Some of the onus also falls on the people who rent houses or apartments.
“We need to keep landlords accountable, and I believe that right now that the mechanism that is in place is the [Springfield] Building Development Services, and certainly, tenants need to be educated on what their rights are,” Horton said.
Restore SGF is an effort to encourage investment in north Springfield neighborhoods, and improve housing stock in historic neighborhoods. Horton pointed to Restore SGF as a positive helping families move from renter status and into home ownership.
“On the other side of the coin, there are too few housing options,” Horton said. “From what I understand, in order to deal with the housing crunch we need roughly 14,000 housing units, and so Restore SGF is encouraging reinvestment into heritage neighborhoods in order to diversify and improve the housing stock, which is certainly important.”
Before redevelopment occurs, Horton says there are steps that can be taken in the short term to make housing more accessible to more Springfieldians who need it. The city council can attack discriminatory practices by landlords against potential tenants, and property owners can “take a chance” on tenants that the might otherwise turn down and refuse to rent property to.
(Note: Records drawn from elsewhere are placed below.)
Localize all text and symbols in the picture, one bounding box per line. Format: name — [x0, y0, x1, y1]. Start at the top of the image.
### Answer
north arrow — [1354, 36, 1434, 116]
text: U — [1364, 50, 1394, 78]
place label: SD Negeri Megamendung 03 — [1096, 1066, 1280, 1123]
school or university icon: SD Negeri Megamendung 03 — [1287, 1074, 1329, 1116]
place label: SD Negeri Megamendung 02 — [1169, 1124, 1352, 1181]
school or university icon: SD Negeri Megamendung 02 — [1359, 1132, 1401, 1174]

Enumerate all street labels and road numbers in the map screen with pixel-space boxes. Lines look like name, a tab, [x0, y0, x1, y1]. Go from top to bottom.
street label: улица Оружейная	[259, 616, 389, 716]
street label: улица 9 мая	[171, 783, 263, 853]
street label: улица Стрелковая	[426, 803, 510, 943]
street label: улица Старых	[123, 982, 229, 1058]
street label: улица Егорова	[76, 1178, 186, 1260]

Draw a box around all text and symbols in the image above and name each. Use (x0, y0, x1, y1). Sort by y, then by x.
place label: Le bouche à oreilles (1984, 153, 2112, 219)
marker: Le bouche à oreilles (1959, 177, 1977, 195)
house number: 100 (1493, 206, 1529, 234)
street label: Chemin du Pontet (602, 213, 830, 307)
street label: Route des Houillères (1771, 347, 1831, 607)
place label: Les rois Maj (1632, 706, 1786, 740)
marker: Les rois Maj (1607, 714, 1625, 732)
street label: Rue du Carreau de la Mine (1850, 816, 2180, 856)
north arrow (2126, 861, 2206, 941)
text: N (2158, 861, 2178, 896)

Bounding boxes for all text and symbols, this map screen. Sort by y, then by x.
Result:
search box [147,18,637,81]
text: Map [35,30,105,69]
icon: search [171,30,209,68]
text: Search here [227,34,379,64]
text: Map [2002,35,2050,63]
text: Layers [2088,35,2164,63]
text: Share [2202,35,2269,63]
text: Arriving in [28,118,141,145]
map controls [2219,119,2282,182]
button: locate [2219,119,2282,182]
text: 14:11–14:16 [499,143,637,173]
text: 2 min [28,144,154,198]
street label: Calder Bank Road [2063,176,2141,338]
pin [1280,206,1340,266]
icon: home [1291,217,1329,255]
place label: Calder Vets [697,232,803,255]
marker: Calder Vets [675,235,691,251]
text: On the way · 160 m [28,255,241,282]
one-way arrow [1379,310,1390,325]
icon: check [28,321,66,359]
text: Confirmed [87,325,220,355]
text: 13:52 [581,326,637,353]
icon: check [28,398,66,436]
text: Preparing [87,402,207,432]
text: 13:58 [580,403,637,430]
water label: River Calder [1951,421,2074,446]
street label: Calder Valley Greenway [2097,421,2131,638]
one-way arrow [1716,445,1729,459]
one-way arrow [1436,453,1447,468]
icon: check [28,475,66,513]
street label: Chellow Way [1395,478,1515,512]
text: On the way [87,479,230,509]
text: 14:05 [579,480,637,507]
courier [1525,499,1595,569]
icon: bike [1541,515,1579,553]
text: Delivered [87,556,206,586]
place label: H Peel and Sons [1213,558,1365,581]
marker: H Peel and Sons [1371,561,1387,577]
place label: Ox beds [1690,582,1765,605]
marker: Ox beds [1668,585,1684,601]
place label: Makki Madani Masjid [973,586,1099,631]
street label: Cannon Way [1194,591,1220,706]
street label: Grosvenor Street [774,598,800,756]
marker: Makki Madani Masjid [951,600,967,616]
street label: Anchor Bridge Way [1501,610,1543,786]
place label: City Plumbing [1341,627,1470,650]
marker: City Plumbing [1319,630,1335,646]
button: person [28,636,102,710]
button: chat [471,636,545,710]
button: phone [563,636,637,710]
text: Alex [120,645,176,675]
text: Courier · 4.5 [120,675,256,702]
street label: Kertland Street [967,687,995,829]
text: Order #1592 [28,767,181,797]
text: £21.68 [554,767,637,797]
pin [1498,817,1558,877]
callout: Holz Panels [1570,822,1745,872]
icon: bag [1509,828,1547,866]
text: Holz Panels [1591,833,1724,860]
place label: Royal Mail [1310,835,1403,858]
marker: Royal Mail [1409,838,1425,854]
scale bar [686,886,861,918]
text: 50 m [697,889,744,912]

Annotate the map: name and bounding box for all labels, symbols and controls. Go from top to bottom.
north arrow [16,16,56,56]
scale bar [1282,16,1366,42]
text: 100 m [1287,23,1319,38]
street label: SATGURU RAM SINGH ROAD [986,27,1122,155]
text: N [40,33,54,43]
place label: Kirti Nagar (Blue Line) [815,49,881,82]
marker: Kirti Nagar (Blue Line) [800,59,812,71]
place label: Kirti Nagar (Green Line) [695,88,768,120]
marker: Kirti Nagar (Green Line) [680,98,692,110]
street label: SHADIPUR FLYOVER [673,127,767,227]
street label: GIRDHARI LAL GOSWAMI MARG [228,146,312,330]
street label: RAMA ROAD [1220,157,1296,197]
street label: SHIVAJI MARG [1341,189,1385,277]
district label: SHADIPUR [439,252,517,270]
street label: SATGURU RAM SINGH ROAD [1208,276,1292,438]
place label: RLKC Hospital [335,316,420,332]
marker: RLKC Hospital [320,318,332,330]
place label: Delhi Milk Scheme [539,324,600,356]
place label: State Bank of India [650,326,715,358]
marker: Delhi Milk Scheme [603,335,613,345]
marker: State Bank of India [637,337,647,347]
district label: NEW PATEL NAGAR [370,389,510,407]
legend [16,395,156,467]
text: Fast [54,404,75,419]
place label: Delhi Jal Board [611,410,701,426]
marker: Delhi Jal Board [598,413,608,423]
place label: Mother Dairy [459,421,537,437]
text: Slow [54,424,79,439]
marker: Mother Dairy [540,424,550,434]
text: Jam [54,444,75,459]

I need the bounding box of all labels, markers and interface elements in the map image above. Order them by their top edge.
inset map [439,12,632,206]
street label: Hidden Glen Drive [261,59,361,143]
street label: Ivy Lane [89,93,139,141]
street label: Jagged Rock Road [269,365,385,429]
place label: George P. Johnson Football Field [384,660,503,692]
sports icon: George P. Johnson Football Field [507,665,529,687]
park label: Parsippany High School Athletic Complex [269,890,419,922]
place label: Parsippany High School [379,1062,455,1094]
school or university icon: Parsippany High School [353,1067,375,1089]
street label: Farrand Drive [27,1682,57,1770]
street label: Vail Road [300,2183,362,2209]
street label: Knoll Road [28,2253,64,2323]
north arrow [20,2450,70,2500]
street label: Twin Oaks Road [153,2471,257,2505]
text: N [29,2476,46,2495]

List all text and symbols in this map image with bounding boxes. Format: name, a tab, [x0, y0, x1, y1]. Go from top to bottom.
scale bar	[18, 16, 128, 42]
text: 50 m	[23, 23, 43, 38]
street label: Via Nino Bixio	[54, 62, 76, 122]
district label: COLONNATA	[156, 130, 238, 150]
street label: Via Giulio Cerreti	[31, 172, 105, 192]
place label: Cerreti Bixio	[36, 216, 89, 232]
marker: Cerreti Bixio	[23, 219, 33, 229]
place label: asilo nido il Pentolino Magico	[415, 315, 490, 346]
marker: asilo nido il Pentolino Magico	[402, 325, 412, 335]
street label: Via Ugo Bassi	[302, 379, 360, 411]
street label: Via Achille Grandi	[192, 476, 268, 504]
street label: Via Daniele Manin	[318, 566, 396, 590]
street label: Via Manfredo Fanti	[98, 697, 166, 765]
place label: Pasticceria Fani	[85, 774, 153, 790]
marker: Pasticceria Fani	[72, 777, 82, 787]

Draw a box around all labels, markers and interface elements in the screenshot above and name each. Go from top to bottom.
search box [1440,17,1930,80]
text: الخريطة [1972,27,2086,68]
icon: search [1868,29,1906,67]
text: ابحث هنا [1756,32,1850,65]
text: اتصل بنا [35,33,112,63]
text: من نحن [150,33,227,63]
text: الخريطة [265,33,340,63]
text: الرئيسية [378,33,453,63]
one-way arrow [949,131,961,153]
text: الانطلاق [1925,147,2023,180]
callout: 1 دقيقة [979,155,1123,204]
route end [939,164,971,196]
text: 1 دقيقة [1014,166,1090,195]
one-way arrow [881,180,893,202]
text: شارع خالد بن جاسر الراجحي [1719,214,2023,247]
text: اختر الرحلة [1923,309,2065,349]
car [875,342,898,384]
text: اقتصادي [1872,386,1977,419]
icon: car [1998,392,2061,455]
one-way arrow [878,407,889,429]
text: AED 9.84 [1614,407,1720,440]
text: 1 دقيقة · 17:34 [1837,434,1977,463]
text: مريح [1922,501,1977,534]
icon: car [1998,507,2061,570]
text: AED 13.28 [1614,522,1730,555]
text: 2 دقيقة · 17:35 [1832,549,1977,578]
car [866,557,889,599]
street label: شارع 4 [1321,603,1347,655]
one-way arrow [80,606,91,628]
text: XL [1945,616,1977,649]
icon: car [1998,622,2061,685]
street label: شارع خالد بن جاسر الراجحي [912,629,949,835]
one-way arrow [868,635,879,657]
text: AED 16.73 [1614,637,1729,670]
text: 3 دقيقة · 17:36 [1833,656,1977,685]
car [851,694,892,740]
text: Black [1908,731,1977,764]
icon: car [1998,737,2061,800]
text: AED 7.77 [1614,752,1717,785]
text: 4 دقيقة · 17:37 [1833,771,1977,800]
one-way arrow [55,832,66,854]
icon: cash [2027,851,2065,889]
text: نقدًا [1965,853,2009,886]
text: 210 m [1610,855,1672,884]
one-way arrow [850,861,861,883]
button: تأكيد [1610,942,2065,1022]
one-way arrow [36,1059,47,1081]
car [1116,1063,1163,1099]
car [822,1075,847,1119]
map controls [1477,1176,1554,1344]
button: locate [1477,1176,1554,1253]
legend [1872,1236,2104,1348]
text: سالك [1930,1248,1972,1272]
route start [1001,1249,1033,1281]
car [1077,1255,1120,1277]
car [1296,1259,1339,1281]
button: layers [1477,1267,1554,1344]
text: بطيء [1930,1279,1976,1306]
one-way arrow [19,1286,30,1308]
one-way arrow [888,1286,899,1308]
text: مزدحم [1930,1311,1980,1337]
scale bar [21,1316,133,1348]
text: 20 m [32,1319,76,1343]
“We can take a chance on renters who were previously incarcerated and those who are in addiction recovery,” Horton said.
Workforce development and housing can often be put together when it comes to larger discussions of how to lower poverty rates and create opportunities for people to better their financial situations. Horton is interested in seeing what the city government can do to create more chances to Springfieldians who have been passed up for job opportunities.
“I think that City Council can take a lot of approaches to this in terms of how we use our influence,” Horton said. “When it comes to workforce development, you know that there’s a lot of talk in terms of considering the hidden workforce and considering how we retain the workforce that we have and the talent that we have.”